Iniciamos cedo para encarar a trilha longa e bem íngreme até o passo. O vento raramente dava tréguas e o frio castigava sem dó. Mesmo sob o sol, a temperatura jamais superava os 8 graus, sem falar na sensação térmica pelas rajadas geladas. A subida firme não deixava por menos e exigia bastante dos pulmões e pernas. As providenciais paradas para apreciar a paisagem restauravam as energias. Assim que ganhávamos altitude, mais montanhas apareciam, cada vez mais próximas. Outra lagoa de águas esverdeadas se exibia no pé da geleira.
Atingimos o passo da crista montanhosa, Punta Union, a 4.750 metros de altitude. A visão de ambos os lados hipnotizava pela beleza. Optamos pelo lanche naquele ponto privilegiado. De todos os lados os olhos se encantavam com o que viam. Montanhas nevadas, escarpas rochosas de cor negra, geleiras, picos cônicos, lagoas, vales profundos, blocos de rocha cinzenta. Mesmo depois de encher a pança e recuperar as forças, não queria deixar aquele paraíso.

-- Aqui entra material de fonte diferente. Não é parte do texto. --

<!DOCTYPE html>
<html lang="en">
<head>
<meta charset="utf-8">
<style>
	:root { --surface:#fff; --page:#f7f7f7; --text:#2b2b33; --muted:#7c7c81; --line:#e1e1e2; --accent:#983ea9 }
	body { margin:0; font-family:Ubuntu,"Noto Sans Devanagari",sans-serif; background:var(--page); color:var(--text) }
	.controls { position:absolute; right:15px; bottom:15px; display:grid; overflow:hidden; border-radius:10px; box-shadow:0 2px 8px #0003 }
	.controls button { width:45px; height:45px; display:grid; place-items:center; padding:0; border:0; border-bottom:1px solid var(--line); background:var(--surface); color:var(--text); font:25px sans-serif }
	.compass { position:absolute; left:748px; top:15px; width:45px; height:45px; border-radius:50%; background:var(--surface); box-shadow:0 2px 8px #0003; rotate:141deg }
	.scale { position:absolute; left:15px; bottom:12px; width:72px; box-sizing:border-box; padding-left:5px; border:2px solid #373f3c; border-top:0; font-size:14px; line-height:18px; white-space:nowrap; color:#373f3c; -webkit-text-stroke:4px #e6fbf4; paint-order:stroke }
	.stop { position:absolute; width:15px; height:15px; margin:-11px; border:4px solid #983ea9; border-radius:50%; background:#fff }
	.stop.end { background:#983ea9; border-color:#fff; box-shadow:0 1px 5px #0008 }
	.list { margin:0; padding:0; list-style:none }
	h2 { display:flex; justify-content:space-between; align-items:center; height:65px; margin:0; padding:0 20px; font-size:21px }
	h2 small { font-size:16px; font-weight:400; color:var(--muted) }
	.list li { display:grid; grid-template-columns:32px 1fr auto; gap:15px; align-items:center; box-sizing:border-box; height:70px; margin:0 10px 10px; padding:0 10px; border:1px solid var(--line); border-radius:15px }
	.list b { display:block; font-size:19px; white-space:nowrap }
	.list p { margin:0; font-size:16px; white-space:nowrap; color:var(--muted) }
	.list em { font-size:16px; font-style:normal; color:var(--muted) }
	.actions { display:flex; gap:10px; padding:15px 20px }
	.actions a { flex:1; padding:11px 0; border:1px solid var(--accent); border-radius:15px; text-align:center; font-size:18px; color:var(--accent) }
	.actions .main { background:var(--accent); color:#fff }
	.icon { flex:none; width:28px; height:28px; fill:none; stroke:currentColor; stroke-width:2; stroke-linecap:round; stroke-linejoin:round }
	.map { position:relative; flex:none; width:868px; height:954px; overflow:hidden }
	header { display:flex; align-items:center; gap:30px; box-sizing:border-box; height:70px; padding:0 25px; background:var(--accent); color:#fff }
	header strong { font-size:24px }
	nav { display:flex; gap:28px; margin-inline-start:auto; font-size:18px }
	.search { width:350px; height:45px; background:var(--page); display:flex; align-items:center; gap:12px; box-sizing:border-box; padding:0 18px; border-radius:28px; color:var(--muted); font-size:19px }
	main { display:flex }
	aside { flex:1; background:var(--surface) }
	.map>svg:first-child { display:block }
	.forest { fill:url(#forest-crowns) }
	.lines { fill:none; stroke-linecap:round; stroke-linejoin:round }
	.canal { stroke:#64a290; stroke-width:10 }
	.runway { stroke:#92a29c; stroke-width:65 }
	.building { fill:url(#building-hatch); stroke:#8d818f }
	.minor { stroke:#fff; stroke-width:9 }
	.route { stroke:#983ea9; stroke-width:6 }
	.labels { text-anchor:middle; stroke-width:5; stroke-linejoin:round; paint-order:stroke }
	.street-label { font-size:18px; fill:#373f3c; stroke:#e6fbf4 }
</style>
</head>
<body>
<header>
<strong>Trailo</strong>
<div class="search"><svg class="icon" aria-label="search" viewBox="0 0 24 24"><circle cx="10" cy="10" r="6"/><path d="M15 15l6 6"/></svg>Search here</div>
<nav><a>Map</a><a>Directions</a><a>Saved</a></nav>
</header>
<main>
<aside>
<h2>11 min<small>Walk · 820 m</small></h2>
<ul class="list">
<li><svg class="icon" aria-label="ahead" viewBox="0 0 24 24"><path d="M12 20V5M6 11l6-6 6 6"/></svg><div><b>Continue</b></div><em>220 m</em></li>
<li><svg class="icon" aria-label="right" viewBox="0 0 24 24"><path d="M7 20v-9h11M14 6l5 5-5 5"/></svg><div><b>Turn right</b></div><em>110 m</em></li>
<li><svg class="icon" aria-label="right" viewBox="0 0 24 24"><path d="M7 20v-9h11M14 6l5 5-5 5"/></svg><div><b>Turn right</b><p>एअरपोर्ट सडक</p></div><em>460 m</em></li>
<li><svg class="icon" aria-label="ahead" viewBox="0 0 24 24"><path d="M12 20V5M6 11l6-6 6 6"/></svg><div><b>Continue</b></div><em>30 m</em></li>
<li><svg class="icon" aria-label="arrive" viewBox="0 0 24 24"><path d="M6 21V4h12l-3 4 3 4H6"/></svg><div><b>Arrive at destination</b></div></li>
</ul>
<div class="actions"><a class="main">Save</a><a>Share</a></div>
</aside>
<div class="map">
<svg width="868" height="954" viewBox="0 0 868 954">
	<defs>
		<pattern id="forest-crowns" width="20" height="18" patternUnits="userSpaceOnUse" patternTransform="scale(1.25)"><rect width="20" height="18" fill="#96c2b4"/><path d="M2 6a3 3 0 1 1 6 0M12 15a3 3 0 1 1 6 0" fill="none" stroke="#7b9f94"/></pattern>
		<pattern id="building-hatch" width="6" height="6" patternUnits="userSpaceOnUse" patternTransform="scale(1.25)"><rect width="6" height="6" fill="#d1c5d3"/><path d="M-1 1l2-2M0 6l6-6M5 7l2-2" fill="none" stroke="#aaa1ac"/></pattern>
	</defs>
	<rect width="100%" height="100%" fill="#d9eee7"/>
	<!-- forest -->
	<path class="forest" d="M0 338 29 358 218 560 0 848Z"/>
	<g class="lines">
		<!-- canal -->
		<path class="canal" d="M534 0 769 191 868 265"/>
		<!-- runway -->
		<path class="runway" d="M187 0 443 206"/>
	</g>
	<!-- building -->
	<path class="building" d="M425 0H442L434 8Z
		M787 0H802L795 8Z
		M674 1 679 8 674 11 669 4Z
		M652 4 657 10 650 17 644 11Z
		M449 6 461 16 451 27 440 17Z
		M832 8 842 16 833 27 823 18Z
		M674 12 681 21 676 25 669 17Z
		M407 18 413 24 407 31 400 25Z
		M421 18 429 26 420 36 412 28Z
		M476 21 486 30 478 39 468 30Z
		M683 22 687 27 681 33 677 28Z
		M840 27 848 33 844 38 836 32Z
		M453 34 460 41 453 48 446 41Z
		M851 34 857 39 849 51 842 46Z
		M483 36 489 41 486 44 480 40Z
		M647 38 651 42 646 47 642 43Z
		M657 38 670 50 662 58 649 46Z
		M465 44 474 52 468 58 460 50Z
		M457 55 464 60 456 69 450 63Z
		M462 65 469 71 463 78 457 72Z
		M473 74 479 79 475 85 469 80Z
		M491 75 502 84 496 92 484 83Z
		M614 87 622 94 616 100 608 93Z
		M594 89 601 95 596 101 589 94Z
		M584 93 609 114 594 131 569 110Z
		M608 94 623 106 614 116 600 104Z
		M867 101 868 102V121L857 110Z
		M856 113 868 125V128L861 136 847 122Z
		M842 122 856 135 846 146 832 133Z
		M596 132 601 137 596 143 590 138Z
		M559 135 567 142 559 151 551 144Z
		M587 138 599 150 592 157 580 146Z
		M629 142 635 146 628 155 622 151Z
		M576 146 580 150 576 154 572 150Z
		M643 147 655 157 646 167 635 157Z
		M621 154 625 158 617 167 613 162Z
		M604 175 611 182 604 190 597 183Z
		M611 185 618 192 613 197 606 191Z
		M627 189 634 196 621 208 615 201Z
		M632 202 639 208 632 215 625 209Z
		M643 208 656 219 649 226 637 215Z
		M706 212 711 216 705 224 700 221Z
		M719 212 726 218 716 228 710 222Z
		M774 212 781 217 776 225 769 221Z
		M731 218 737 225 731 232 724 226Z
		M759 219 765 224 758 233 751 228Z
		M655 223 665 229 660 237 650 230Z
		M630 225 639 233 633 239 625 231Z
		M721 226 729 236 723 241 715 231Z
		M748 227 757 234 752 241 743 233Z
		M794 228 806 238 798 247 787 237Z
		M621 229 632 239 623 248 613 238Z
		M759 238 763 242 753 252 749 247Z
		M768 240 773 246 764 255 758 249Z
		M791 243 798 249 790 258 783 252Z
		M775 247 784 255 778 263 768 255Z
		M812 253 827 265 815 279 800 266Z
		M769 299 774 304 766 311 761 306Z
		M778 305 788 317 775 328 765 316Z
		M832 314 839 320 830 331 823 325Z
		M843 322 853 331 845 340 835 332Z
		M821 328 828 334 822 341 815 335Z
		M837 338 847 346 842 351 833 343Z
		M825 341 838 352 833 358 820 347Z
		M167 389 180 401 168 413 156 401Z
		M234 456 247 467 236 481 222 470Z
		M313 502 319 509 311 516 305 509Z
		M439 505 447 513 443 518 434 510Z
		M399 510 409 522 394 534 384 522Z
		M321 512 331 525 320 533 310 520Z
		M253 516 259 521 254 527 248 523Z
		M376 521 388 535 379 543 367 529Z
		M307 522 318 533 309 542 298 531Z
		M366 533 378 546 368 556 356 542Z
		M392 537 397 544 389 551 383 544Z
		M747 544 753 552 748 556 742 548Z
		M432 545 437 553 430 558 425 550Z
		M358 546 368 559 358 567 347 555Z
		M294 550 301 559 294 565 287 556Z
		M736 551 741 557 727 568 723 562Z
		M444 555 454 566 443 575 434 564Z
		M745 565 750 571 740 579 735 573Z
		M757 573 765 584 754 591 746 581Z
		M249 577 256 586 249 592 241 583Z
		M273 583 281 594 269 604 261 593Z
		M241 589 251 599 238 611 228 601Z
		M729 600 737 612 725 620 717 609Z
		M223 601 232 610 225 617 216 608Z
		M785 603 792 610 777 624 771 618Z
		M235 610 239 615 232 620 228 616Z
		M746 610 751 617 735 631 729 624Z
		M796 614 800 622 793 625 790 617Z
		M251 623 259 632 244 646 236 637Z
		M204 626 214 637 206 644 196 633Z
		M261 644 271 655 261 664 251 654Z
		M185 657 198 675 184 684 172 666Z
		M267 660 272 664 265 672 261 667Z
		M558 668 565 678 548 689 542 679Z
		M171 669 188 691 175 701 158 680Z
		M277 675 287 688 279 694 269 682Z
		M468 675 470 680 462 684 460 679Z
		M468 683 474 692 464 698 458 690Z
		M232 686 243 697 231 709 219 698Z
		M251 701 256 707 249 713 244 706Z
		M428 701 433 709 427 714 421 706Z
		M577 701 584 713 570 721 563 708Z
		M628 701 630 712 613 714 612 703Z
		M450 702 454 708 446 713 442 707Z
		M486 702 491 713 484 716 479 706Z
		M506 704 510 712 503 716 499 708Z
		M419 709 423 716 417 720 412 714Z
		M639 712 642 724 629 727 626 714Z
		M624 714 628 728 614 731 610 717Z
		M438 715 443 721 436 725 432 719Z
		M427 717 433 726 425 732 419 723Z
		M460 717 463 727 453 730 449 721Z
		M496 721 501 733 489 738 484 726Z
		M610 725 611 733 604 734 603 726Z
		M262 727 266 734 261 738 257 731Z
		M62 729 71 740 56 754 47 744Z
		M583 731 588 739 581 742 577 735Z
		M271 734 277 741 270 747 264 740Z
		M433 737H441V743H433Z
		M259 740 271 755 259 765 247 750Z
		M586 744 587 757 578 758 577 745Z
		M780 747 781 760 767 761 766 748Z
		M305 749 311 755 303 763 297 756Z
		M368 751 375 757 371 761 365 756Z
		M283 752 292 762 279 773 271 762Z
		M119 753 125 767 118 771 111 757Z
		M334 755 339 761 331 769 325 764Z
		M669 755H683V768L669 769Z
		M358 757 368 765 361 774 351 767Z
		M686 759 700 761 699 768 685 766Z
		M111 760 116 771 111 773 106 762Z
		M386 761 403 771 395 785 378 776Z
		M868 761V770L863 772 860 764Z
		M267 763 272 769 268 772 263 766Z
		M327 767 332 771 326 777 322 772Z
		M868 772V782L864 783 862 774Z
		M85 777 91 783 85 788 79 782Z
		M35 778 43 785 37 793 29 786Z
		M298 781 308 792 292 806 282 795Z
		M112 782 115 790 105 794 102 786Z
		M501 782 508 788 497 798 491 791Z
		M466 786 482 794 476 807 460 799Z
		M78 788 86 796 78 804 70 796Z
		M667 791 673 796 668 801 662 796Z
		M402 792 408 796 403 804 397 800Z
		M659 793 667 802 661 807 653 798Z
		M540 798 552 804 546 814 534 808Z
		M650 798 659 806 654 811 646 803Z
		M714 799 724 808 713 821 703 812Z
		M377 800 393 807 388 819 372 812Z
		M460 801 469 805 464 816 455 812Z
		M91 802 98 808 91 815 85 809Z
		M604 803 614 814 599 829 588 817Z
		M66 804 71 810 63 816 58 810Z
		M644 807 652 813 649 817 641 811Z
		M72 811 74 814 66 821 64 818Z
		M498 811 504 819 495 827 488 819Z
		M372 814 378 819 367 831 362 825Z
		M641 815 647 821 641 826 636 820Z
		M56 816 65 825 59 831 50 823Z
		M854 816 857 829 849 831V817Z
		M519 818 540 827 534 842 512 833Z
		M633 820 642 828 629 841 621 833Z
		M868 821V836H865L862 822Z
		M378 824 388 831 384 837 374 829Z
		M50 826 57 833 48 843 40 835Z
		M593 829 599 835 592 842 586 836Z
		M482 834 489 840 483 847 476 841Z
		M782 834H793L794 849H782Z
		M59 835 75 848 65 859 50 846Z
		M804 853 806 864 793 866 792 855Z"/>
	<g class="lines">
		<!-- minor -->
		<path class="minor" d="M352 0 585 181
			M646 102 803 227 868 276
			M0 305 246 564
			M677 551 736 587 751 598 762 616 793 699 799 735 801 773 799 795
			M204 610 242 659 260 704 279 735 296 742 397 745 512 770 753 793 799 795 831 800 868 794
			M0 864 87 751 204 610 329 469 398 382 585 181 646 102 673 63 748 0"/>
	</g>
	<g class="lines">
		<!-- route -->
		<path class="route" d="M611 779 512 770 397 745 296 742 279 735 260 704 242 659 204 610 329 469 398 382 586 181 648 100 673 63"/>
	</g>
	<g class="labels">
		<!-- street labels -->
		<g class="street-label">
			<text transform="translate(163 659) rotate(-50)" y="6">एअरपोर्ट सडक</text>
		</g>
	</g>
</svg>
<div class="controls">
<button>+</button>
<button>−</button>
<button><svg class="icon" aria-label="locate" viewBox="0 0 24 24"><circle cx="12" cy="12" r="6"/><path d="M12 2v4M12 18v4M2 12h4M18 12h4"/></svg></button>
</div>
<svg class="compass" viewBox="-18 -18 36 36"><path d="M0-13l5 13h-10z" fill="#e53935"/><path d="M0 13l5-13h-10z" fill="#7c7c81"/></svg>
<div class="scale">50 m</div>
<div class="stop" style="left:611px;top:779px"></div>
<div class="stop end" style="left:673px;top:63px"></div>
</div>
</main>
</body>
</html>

Nem me importava com os ventos gelados provenientes de ambos os lados. Os casacos protegiam. Qualquer cansaço, frio, desconforto ou falta de banhos ia para o espaço diante daquela pintura.
A passagem exata pela crista da montanha se constituía de corredor estreito entre paredes verticais de rocha pura. Era como se deixasse um mundo e entrasse em outro, completamente diferente. Não dava para não se emocionar. A longa descida do outro lado deu direito a paradas para relaxar e apreciar tudo ao redor. Só queria me voltar e contemplar o paredão de rocha negra, coberto parcialmente de neve. Era qualquer coisa de especial. Mais abaixo, o verde voltava com toda a força, flores amarelas, brancas e amarelas, sobretudo as de miolo amarelo e pétalas azuis, diâmetro de menos de um centímetro, brilhantes nos gramados inclinados. A vegetação crescia no porte, surgiam pequenos bosques de árvores com troncos dourados, rios com corredeiras. À frente e à direita erguia-se nova cadeia de montanhas.
continua...

2 comentários:

  1. ....A estrada se afastou do litoral e iniciou a lenta e constante subida da cordilheira. O visual permanecia de areia, rocha, pequenos vilarejos miseráveis da cor do deserto, cortados por impressionantes vales férteis com milho dourado e temperos coloridos estendidos sob o sol....
    Não há como deter minha imaginação, ela viaja junto com seu relato. Obrigada.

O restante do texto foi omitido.